Author(s) orcid logoHelena Rasche avatar Helena Rasche
Overview
Creative Commons License: CC-BY Questions:
  • What is required for Celery to work in Galaxy?

Objectives:
  • Setup the bare minimum configuration to get tasks working

  • Avoid deploying, securing, and managing RabbitMQ and Redis and Flower

Requirements:
Time estimation: 1 hour
Supporting Materials:
Published: Nov 7, 2024
Last modification: Nov 7, 2024
License: Tutorial Content is licensed under Creative Commons Attribution 4.0 International License. The GTN Framework is licensed under MIT
version Revision: 1

Celery is a new component to the Galaxy world (ca 2023) and is a distributed task queue that can be used to run tasks asynchronously. It isn’t mandatory, but you might find some features you expect to use to be missing without it.

If you are running a large production deployment you probably want to follow the Celery+Redis+Flower Tutorial.

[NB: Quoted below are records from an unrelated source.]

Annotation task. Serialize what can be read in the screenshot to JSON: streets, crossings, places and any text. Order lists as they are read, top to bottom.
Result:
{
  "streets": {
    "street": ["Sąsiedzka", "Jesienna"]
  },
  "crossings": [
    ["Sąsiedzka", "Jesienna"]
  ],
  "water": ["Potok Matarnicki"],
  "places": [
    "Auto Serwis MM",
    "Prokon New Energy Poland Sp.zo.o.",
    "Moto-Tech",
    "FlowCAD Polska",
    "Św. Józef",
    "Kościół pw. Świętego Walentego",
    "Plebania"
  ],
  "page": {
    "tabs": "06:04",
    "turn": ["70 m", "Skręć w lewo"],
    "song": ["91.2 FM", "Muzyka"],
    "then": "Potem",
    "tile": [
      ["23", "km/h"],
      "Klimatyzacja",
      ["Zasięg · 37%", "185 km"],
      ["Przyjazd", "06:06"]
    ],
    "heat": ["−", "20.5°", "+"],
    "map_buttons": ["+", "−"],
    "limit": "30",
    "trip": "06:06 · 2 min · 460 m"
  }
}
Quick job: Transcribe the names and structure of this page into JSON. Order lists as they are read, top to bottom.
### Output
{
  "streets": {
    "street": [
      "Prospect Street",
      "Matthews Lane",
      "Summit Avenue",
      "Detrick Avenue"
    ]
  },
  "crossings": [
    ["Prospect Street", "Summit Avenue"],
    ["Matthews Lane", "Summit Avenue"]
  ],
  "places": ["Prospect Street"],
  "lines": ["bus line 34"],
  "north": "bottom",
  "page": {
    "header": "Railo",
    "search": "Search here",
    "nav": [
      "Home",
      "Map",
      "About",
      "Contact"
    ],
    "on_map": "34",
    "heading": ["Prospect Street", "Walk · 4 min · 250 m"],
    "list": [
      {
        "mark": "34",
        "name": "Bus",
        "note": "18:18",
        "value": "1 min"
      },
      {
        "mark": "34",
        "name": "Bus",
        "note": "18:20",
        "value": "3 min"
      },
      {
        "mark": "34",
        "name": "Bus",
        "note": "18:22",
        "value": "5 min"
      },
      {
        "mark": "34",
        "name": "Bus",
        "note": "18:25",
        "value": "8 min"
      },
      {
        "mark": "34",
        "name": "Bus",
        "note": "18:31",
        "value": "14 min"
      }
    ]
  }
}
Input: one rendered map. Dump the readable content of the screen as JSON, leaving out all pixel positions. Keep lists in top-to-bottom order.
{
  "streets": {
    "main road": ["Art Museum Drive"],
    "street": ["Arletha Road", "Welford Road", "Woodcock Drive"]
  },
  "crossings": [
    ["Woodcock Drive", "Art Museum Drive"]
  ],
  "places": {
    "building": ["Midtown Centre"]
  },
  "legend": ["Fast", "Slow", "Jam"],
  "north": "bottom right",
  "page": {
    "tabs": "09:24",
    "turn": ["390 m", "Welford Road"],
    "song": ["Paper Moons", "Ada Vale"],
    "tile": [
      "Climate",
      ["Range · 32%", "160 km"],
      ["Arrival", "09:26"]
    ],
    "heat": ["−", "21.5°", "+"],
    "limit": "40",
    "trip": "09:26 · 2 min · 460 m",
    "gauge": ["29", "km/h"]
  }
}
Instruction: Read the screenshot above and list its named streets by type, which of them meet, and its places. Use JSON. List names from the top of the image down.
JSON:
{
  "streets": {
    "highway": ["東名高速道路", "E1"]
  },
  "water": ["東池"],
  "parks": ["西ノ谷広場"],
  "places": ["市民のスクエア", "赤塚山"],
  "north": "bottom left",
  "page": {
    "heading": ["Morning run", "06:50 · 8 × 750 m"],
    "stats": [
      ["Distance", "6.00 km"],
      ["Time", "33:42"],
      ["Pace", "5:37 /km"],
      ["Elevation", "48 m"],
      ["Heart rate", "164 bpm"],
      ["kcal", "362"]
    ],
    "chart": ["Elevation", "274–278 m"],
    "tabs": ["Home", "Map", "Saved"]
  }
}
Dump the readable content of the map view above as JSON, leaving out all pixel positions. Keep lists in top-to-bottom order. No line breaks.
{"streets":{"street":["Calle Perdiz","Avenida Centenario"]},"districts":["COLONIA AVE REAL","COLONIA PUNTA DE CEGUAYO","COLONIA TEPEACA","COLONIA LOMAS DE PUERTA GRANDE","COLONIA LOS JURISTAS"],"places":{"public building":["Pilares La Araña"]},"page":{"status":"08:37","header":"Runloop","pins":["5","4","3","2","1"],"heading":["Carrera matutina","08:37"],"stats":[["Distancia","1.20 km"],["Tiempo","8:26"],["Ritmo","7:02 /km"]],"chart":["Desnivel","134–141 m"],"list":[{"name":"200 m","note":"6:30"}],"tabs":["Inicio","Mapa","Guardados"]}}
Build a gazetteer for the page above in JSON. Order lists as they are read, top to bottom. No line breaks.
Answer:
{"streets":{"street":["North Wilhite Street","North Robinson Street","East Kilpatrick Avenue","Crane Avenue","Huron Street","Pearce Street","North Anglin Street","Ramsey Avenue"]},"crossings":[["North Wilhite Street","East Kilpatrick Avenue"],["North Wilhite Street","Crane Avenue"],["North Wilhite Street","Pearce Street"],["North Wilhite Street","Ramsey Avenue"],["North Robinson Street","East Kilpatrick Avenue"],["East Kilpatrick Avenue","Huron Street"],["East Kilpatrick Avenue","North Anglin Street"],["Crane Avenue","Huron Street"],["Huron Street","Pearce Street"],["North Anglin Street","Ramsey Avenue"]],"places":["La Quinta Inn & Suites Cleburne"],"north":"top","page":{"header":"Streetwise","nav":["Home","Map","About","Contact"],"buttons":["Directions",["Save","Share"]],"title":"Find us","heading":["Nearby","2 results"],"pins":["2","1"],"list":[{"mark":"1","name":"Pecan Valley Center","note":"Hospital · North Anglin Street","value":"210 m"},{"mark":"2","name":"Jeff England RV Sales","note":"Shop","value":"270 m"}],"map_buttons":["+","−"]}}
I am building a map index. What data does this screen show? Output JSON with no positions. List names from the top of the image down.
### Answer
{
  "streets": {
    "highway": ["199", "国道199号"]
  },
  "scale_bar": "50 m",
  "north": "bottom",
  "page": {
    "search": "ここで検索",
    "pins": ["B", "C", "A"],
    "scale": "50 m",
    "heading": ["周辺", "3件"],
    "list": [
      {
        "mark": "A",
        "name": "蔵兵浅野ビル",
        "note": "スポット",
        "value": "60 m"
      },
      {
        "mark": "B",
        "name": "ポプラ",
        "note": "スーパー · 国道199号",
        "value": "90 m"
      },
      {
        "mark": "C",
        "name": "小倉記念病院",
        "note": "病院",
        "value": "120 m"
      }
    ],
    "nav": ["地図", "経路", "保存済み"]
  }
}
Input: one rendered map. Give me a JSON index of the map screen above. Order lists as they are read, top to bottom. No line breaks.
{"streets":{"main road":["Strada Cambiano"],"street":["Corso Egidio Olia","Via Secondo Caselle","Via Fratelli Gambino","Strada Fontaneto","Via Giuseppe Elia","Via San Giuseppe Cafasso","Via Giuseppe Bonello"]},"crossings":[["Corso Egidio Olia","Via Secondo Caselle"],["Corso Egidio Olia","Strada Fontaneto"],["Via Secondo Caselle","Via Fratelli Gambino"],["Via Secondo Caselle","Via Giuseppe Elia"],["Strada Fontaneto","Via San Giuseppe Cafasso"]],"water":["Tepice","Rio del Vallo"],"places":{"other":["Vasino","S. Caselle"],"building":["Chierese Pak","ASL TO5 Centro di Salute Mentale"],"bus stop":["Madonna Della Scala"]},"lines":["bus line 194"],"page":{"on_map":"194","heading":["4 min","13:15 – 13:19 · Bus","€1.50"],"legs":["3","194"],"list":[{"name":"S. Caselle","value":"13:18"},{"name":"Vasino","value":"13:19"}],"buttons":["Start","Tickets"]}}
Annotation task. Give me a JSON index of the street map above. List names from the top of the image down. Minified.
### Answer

However, if you are running a smaller Galaxy you may not want to manage deploying Celery (past what Gravity does for you automatically), you may not want to add Redis to your stack, and you may not have need of Flower!

Agenda
  1. Configuring Galaxy to use Postgres
  2. Configuring Celery to use Postgres
  3. Configuring with Ansible

Configuring Galaxy to use Postgres

AMQP is a message queue protocol which processes can use to pass messages between each other. While a real message queue like RabbitMQ is perhaps the most robust choice, there is an easier option: Postgres

Add the following to your Galaxy configuration to use Postgres:

amqp_internal_connection: "sqlalchemy+postgresql:///galaxy?host=/var/run/postgresql"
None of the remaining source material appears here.